━━ GIVEN DATA

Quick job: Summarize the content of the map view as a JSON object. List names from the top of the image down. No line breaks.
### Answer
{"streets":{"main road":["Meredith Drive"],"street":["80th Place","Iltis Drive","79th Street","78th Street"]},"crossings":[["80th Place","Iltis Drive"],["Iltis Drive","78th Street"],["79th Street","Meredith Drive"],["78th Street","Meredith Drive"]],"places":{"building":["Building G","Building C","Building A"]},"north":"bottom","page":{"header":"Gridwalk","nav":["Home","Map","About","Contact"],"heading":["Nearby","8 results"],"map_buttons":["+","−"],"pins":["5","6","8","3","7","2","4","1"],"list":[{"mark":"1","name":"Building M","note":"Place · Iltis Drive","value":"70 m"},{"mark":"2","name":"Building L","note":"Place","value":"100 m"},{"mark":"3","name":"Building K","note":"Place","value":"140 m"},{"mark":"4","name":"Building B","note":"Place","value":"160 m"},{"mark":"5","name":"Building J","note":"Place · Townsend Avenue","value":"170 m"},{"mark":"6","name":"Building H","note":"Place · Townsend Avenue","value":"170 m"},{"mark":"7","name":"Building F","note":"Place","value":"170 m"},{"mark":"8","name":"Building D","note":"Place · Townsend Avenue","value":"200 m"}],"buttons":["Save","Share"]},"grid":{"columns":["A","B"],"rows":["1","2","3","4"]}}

━━━━

### EXERCISE REQUIREMENTS
After reading the listing, copy it out exactly and in full.

### FINISHED EXERCISE
Quick job: Summarize the content of the map view as a JSON object. List names from the top of the image down. No line breaks.
### Answer
{"streets":{"main road":["Meredith Drive"],"street":["80th Place","Iltis Drive","79th Street","78th Street"]},"crossings":[["80th Place","Iltis Drive"],["Iltis Drive","78th Street"],["79th Street","Meredith Drive"],["78th Street","Meredith Drive"]],"places":{"building":["Building G","Building C","Building A"]},"north":"bottom","page":{"header":"Gridwalk","nav":["Home","Map","About","Contact"],"heading":["Nearby","8 results"],"map_buttons":["+","−"],"pins":["5","6","8","3","7","2","4","1"],"list":[{"mark":"1","name":"Building M","note":"Place · Iltis Drive","value":"70 m"},{"mark":"2","name":"Building L","note":"Place","value":"100 m"},{"mark":"3","name":"Building K","note":"Place","value":"140 m"},{"mark":"4","name":"Building B","note":"Place","value":"160 m"},{"mark":"5","name":"Building J","note":"Place · Townsend Avenue","value":"170 m"},{"mark":"6","name":"Building H","note":"Place · Townsend Avenue","value":"170 m"},{"mark":"7","name":"Building F","note":"Place","value":"170 m"},{"mark":"8","name":"Building D","note":"Place · Townsend Avenue","value":"200 m"}],"buttons":["Save","Share"]},"grid":{"columns":["A","B"],"rows":["1","2","3","4"]}}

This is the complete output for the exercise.